The title is misleading for AI has pretty much arrived and has taken over in some cases…..it is being used in banking, journalism, retail and even blogging.
Blogger are using AI to write their post for them something I am not doing, am not saying I would never but right now I still enjoy thinking for myself and doing the research for the stuff I write.
AS an old fart when IO read these articles about the capabilities of AI and some of the pitfalls it makes me think of Skynet.
There is so much to consider when speaking about AI…..
Can AI achieve free will?
“I’ve been interested in the topic of free will for a while,” Frank Martela tells me. Martela is a philosopher and researcher of psychology at Aalto University, in Finland. His work revolves around the fundamentals of the human condition and the perpetual philosophical question what makes a good life? But his work on humans took a detour to look at artificial intelligence (AI).
“I was following stories about the latest developments in large language models, it suddenly came to my mind that they actually fulfill the three conditions for free will.”
Martela’s latest study draws on the concept of functional free will.
Functional free will is a term that attempts to reconcile the age-old debate between determinism and free agency. It does this not by answering whether we are “truly free” in an absolute sense, but by reframing the question around how free will works in practice, especially in biological and psychological systems.
“It means that if we can’t explain somebody’s behavior without assuming that they have free will, then that somebody has free will.
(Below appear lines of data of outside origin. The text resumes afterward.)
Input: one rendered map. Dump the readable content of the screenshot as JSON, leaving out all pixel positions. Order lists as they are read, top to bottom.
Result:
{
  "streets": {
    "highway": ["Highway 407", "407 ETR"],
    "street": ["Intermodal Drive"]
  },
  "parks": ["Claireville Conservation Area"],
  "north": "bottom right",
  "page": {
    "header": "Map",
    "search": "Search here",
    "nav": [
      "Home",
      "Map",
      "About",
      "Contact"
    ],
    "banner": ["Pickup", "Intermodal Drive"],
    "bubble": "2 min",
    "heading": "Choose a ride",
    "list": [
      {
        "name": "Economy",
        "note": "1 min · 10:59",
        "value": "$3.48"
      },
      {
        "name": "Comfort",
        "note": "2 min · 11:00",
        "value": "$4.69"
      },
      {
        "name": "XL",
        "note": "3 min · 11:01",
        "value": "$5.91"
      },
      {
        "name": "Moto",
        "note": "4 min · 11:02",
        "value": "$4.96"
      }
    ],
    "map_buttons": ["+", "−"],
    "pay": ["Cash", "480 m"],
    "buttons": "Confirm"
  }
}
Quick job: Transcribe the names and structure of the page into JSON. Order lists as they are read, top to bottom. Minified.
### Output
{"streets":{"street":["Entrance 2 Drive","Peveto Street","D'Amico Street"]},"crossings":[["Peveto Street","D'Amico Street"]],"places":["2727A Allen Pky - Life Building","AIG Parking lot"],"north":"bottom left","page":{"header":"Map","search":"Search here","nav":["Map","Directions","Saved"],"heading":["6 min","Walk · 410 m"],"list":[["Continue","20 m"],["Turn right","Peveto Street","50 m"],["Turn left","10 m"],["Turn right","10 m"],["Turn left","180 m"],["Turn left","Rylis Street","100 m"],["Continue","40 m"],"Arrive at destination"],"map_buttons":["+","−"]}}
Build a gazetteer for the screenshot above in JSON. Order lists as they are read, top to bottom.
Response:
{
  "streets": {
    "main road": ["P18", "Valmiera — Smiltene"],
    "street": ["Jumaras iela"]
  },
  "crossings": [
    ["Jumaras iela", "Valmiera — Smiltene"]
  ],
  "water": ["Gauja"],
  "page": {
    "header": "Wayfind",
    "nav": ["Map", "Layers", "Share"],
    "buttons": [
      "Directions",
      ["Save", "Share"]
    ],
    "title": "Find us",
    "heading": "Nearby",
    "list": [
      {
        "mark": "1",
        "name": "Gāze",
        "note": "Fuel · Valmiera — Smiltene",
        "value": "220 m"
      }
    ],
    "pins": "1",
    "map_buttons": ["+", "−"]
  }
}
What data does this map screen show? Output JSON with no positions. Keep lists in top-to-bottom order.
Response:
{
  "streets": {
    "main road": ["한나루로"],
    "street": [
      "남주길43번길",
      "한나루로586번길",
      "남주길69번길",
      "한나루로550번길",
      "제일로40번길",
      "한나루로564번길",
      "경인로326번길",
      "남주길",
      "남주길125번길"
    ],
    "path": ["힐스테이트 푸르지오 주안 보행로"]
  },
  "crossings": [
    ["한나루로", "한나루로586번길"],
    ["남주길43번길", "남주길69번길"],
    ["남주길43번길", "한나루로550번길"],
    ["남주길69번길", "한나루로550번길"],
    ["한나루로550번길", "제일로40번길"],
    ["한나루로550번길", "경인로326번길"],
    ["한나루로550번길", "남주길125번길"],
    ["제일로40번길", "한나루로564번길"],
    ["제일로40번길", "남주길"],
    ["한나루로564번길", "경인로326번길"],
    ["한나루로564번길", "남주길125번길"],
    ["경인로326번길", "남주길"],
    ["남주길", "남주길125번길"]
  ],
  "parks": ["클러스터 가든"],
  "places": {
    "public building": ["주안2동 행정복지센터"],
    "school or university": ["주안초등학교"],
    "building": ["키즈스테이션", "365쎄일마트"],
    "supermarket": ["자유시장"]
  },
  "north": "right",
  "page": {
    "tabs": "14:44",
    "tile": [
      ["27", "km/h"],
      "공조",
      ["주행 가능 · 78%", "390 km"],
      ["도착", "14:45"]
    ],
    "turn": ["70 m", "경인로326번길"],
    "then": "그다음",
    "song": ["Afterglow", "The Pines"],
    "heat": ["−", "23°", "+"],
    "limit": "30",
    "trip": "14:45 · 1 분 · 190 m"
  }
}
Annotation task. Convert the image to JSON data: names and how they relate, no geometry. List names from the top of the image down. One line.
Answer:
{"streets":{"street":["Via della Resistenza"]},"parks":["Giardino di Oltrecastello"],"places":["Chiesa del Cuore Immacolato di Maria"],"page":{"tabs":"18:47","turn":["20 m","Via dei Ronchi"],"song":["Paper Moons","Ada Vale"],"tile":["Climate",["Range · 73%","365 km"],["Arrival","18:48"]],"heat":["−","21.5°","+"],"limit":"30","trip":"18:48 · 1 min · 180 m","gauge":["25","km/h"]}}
In other words, if we observe something (a human, an animal, a machine) ‘from the outside’ and must assume that it makes free choices to be able to understand its behavior, then that something has free will.”
Martela argues that functional free will is the best way to go about it, because we can’t really ever observe anything “from the inside.” He builds on the work of philosopher Christian List, who frames free will as a three-part capacity involving:
- intentional agency, meaning their actions stem from deliberate intentions rather than being reflexive or accidental.
- alternative possibilities, having access to more than one course of action in meaningful situations. This doesn’t require escaping causality but having internal mechanisms (like deliberation and foresight) that allow for multiple real options
- and causal control meaning their actions are not random or externally coerced, but are caused by their own states or intentions.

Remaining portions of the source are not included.